I ran the code with the simulated data and then commented out the simulation. # Question 2. For this assignment, I am using an open souce data set about the titanic. The variable that I assign as myVar is age. I am interested to see how age distribution on the ship compares to my expectation about age structures in developped countries.
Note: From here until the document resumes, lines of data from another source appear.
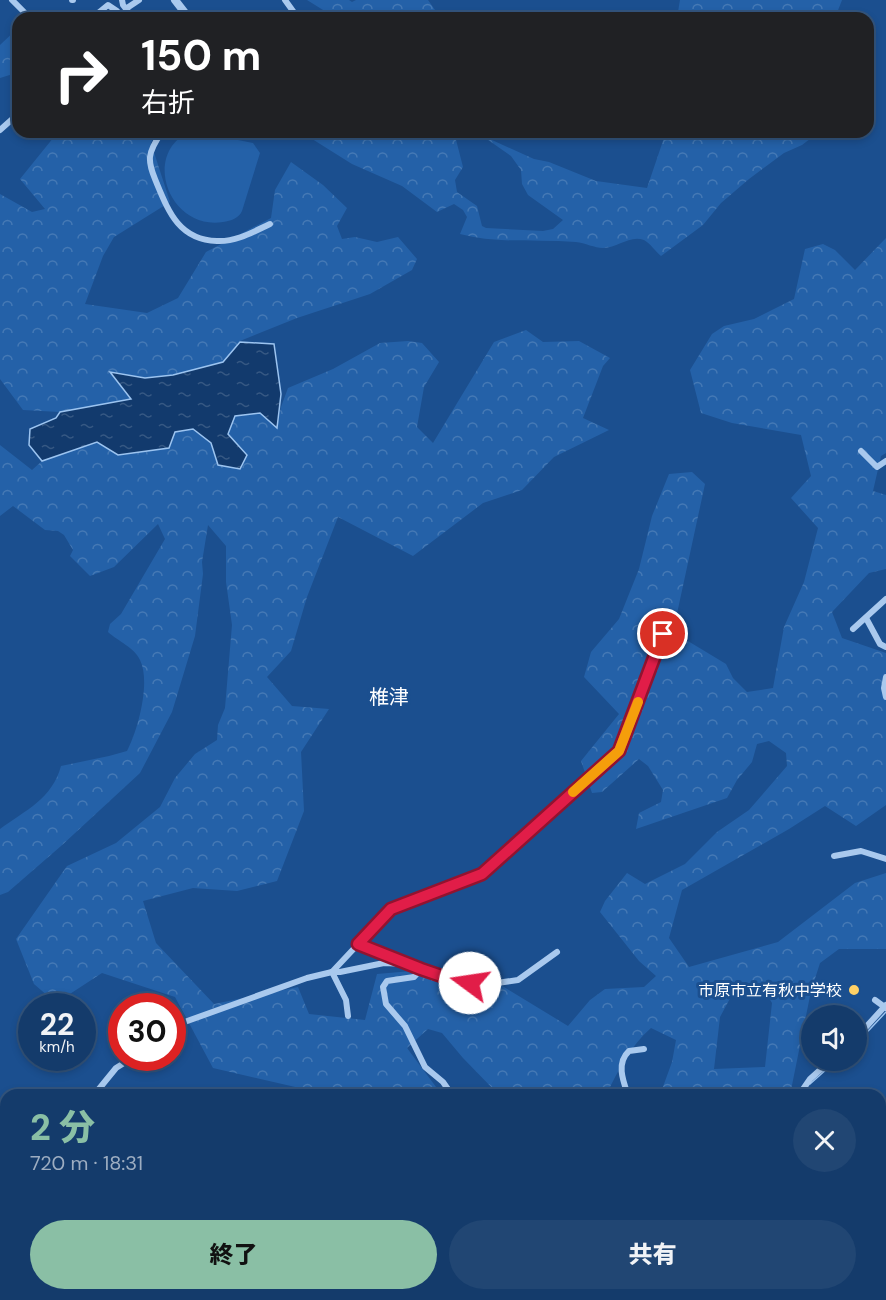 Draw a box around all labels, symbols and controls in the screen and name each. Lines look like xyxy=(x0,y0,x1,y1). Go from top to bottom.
text: 150 m xyxy=(141,28,261,83)
icon: right xyxy=(42,36,120,114)
text: 右折 xyxy=(141,85,195,120)
pin xyxy=(637,608,688,659)
icon: arrive xyxy=(646,617,679,650)
district label: 椎津 xyxy=(369,684,409,710)
position arrow xyxy=(438,951,502,1015)
place label: 市原市立有秋中学校 xyxy=(698,980,842,1001)
marker: 市原市立有秋中学校 xyxy=(847,983,861,997)
speed limit sign: 30 xyxy=(108,993,186,1071)
text: 22 xyxy=(40,1005,74,1044)
map controls xyxy=(801,1005,867,1071)
button: sound xyxy=(801,1005,867,1071)
text: km/h xyxy=(39,1037,75,1057)
text: 2 分 xyxy=(30,1104,95,1151)
button: close xyxy=(793,1109,856,1172)
text: 720 m · 18:31 xyxy=(30,1150,143,1176)
button: 終了 xyxy=(30,1220,437,1289)
button: 共有 xyxy=(449,1220,856,1289) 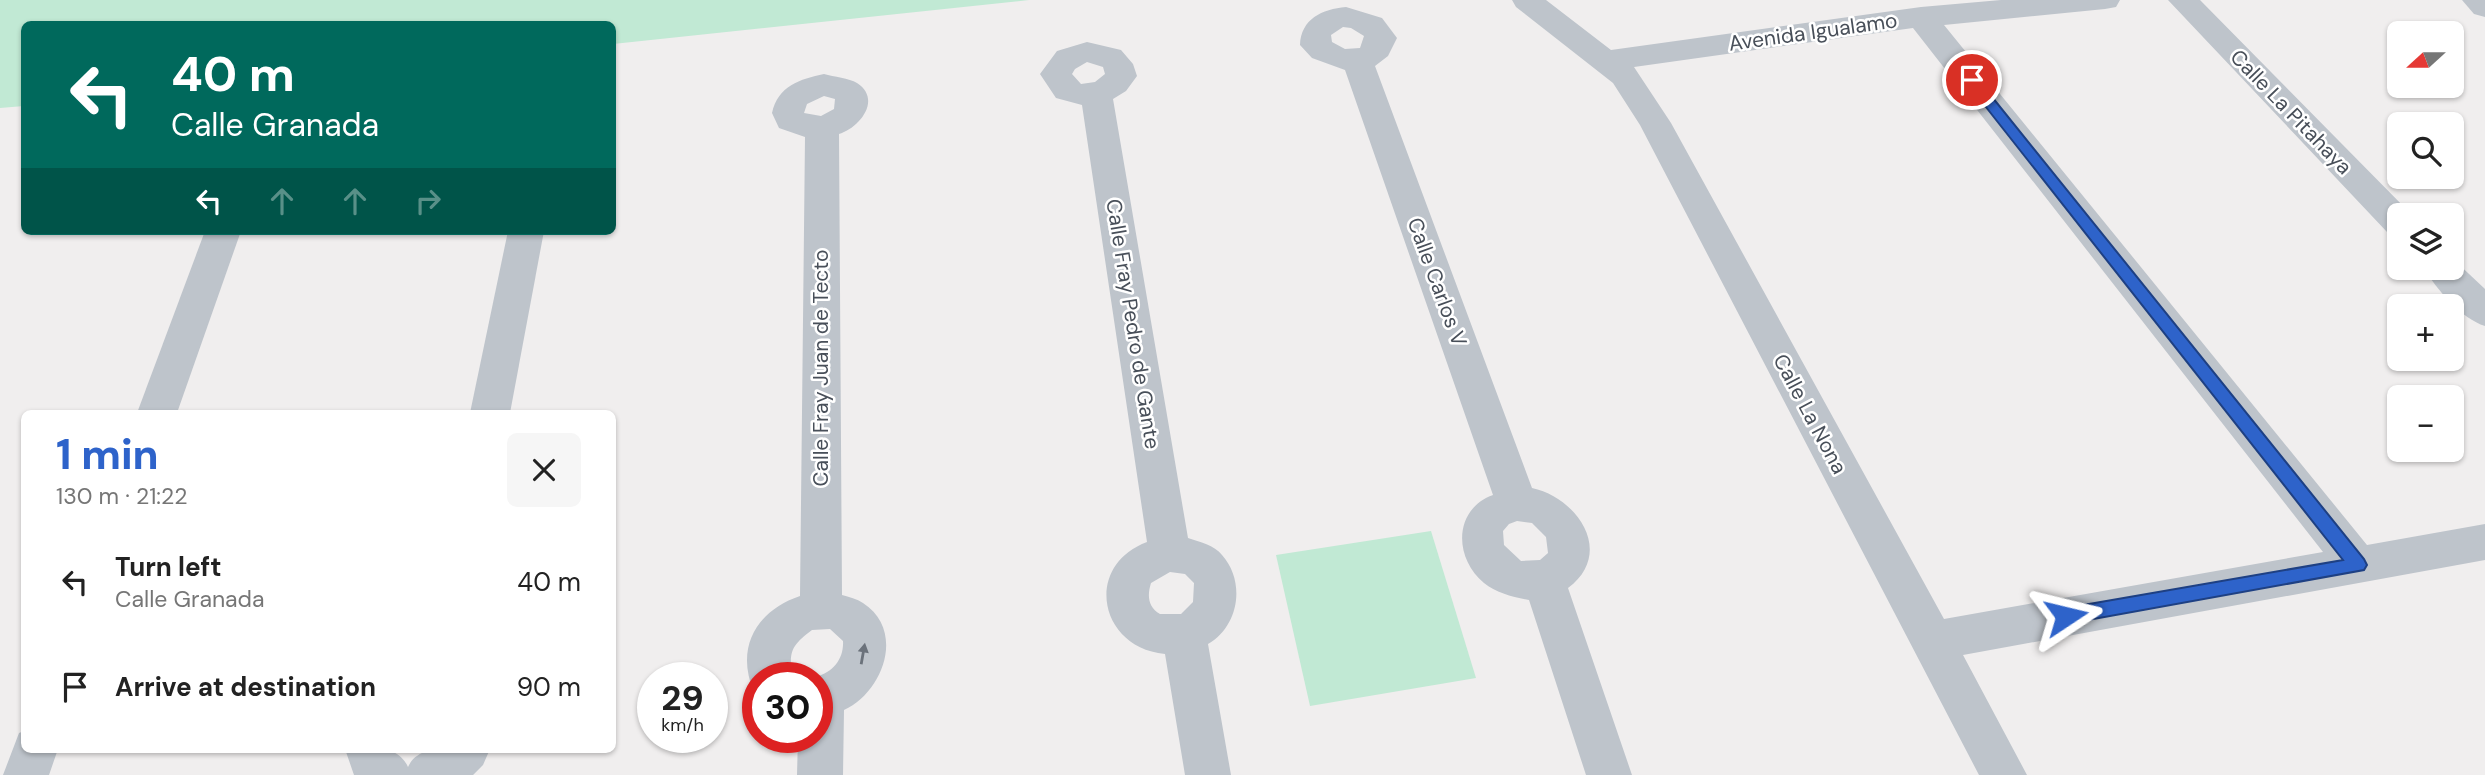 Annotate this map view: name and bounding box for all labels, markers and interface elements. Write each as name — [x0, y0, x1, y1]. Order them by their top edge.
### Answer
street label: Avenida Igualamo — [1727, 6, 1899, 58]
north arrow — [2387, 21, 2464, 98]
map controls — [2387, 21, 2464, 462]
text: 40 m — [171, 42, 295, 106]
street label: Calle La Pitahaya — [2224, 43, 2358, 181]
icon: left — [56, 49, 147, 140]
pin — [1942, 50, 2002, 110]
icon: arrive — [1953, 61, 1991, 99]
text: Calle Granada — [171, 104, 379, 146]
button: search — [2387, 112, 2464, 189]
icon: left — [190, 182, 228, 220]
icon: ahead — [263, 182, 301, 220]
icon: ahead — [336, 182, 374, 220]
icon: right — [409, 182, 447, 220]
street label: Calle Fray Pedro de Gante — [1099, 197, 1167, 451]
button: layers — [2387, 203, 2464, 280]
street label: Calle Carlos V — [1401, 214, 1473, 350]
street label: Calle Fray Juan de Tecto — [807, 250, 835, 486]
button: + — [2387, 294, 2464, 371]
street label: Calle La Nona — [1767, 349, 1853, 479]
button: − — [2387, 385, 2464, 462]
text: 1 min — [56, 427, 159, 482]
button: close — [507, 433, 581, 507]
text: 130 m · 21:22 — [56, 481, 187, 511]
text: Turn left — [115, 550, 222, 584]
icon: left — [56, 563, 94, 601]
text: 40 m — [517, 565, 581, 599]
position arrow — [2029, 579, 2103, 653]
text: Calle Granada — [115, 584, 265, 614]
one-way arrow — [858, 643, 869, 665]
speed limit sign: 30 — [742, 662, 833, 753]
icon: arrive — [56, 668, 94, 706]
text: Arrive at destination — [115, 670, 376, 704]
text: 90 m — [517, 670, 581, 704]
text: 29 — [661, 675, 704, 721]
text: km/h — [661, 713, 704, 737] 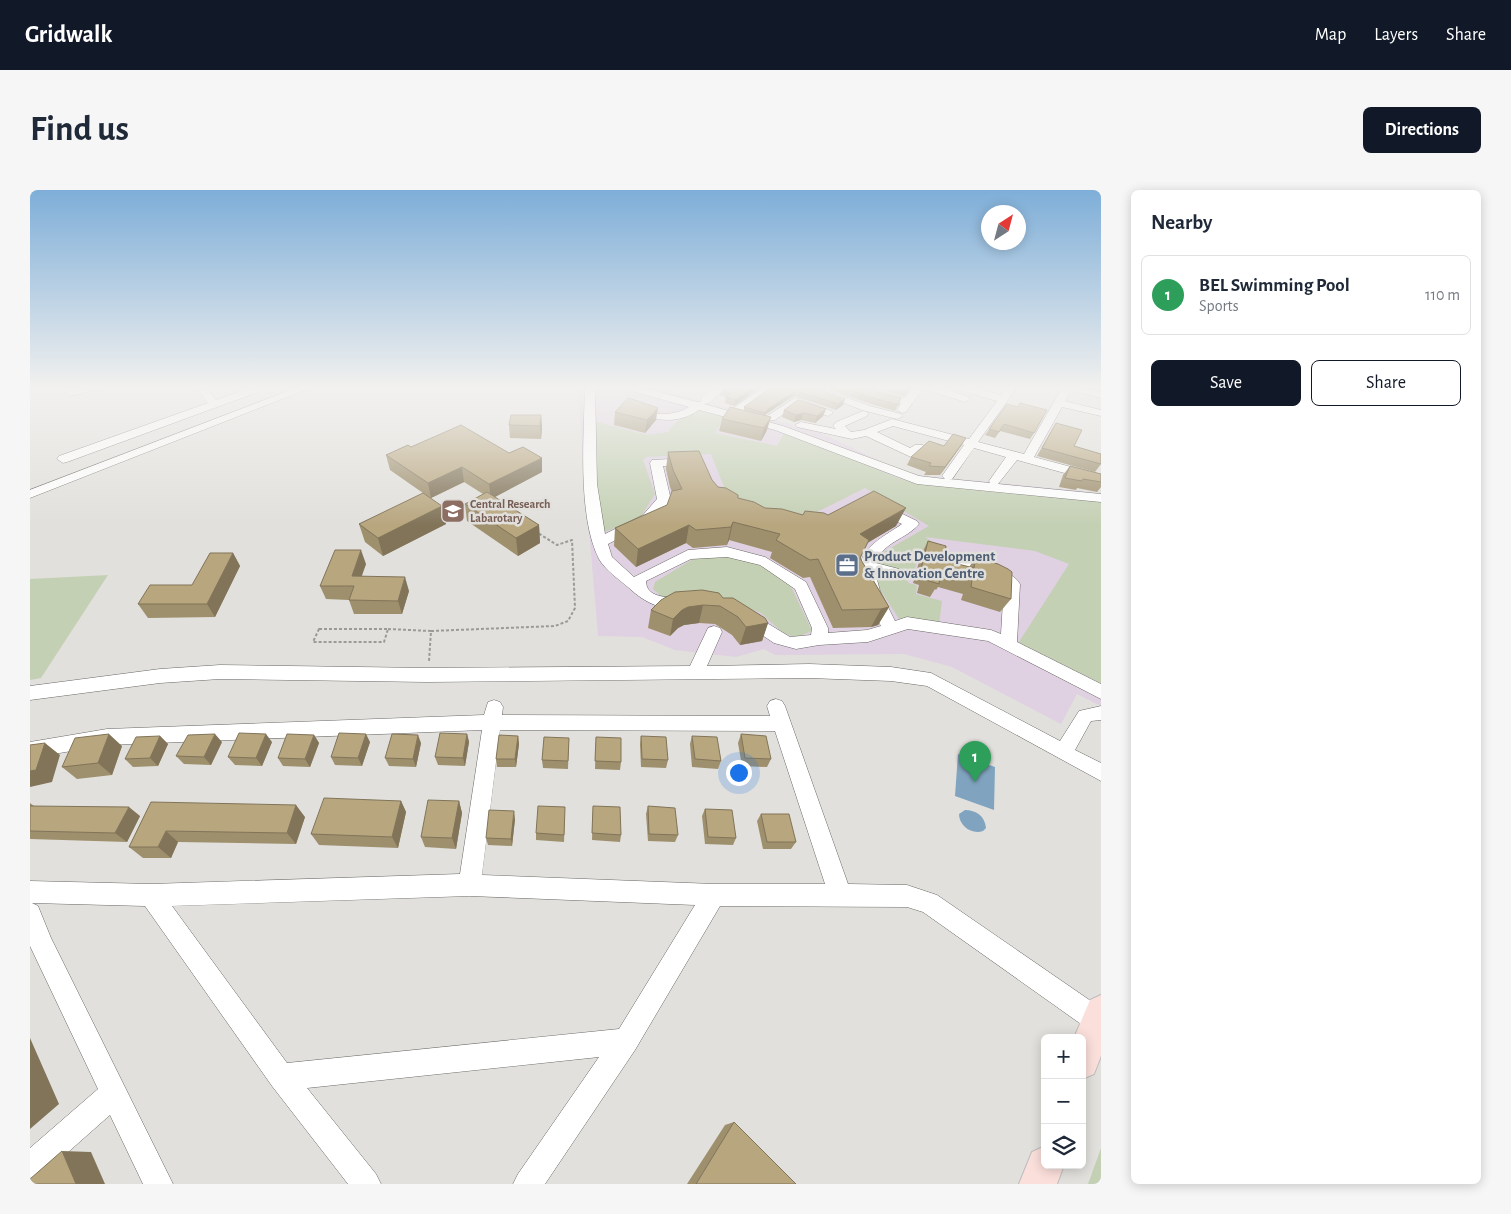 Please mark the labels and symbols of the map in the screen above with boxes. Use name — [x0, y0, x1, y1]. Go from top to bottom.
north arrow — [981, 205, 1026, 250]
school or university icon: Central Research Labarotary — [440, 498, 466, 524]
place label: Central Research Labarotary — [470, 498, 550, 525]
place label: Product Development & Innovation Centre — [864, 549, 995, 581]
office icon: Product Development & Innovation Centre — [834, 552, 860, 578]
pin: 1 — [959, 741, 991, 782]
your location — [726, 760, 752, 786] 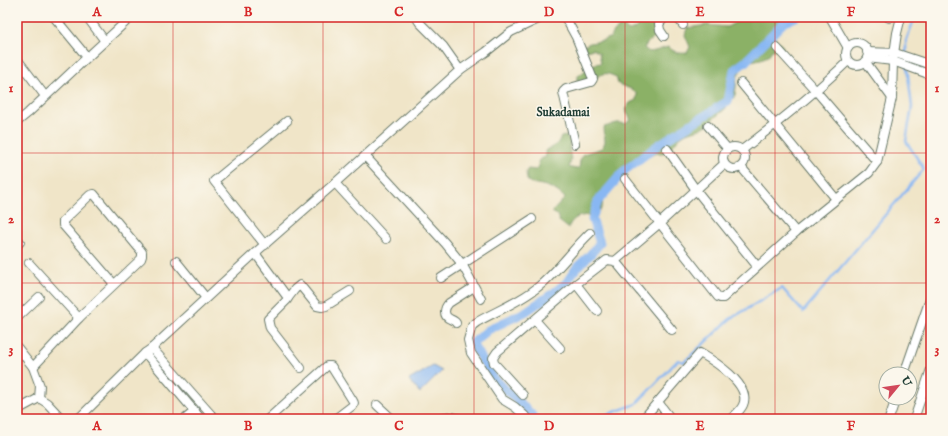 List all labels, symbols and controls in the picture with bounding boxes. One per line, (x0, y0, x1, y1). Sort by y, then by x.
text: A (92, 4, 103, 21)
text: B (244, 4, 253, 21)
text: C (394, 4, 404, 21)
text: D (544, 4, 555, 21)
text: E (695, 4, 705, 21)
text: F (847, 4, 856, 21)
text: 1 (9, 80, 14, 97)
text: 1 (935, 80, 940, 97)
district label: Sukadamai (536, 105, 590, 120)
text: 2 (8, 211, 14, 228)
text: 2 (934, 211, 940, 228)
text: 3 (9, 341, 14, 358)
text: 3 (935, 341, 940, 358)
north arrow (878, 366, 918, 406)
text: U (897, 373, 915, 390)
text: A (92, 418, 103, 435)
text: B (244, 418, 253, 435)
text: C (394, 418, 404, 435)
text: D (544, 418, 555, 435)
text: E (695, 418, 705, 435)
text: F (847, 418, 856, 435) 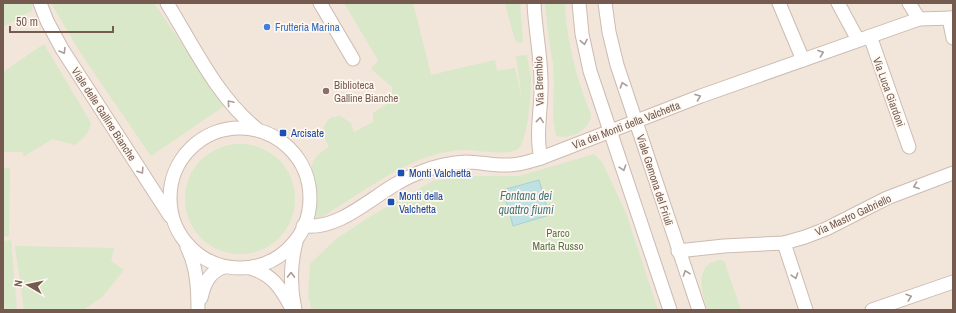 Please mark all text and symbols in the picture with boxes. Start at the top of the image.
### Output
scale bar [10,8,113,34]
text: 50 m [16,14,38,30]
place label: Frutteria Marina [275,20,340,34]
marker: Frutteria Marina [262,22,272,32]
one-way arrow [579,38,587,45]
one-way arrow [58,47,65,54]
one-way arrow [817,50,824,58]
street label: Via Luca Giardoni [870,55,908,129]
street label: Via Brembio [531,56,547,106]
street label: Viale delle Galline Bianche [69,65,139,163]
place label: Biblioteca Galline Bianche [334,78,398,105]
one-way arrow [619,81,628,88]
marker: Biblioteca Galline Bianche [321,86,331,96]
one-way arrow [695,93,702,101]
street label: Via dei Monti della Valchetta [570,98,682,152]
one-way arrow [227,100,234,107]
one-way arrow [535,117,544,123]
place label: Arcisate [290,126,324,140]
marker: Arcisate [278,128,288,138]
street label: Viale Gemona del Friuli [634,133,676,227]
one-way arrow [618,165,627,172]
place label: Monti Valchetta [409,166,471,180]
one-way arrow [136,167,143,174]
marker: Monti Valchetta [396,168,406,178]
one-way arrow [913,182,920,190]
water label: Fontana dei quattro fiumi [498,188,554,218]
place label: Monti della Valchetta [399,189,443,216]
street label: Via Mastro Gabriello [813,191,893,239]
marker: Monti della Valchetta [386,197,396,207]
park label: Parco Marta Russo [532,226,584,253]
north arrow [8,265,48,305]
one-way arrow [683,270,691,277]
one-way arrow [287,272,296,278]
one-way arrow [790,273,799,280]
text: N [11,279,26,288]
one-way arrow [905,294,912,302]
Beyond not expecting there to be an over abundance of super old or super young individuals, I do not have many assumptions about the fit of the data.
# read in libraries relevant for running this code
library(ggplot2) # for graphics
library(MASS) # for maximum likelihood estimation
library(dplyr)
##
## Attaching package: 'dplyr'
## The following object is masked from 'package:MASS':
##
## select
## The following objects are masked from 'package:stats':
##
## filter, lag
## The following objects are masked from 'package:base':
##
## intersect, setdiff, setequal, union
# read in data set
# open source data set about the titanic
z <- read.csv("titanic.csv")
z <- na.omit(z)
str(z)
## 'data.frame': 714 obs. of 12 variables:
## $ PassengerId: int 1 2 3 4 5 7 8 9 10 11 ...
## $ Survived : int 0 1 1 1 0 0 0 1 1 1 ...
## $ Pclass : int 3 1 3 1 3 1 3 3 2 3 ...
## $ Name : chr "Braund, Mr. Owen Harris" "Cumings, Mrs. John Bradley (Florence Briggs Thayer)" "Heikkinen, Miss. Laina" "Futrelle, Mrs. Jacques Heath (Lily May Peel)" ...
## $ Sex : chr "male" "female" "female" "female" ...
## $ Age : num 22 38 26 35 35 54 2 27 14 4 ...
## $ SibSp : int 1 1 0 1 0 0 3 0 1 1 ...
## $ Parch : int 0 0 0 0 0 0 1 2 0 1 ...
## $ Ticket : chr "A/5 21171" "PC 17599" "STON/O2. 3101282" "113803" ...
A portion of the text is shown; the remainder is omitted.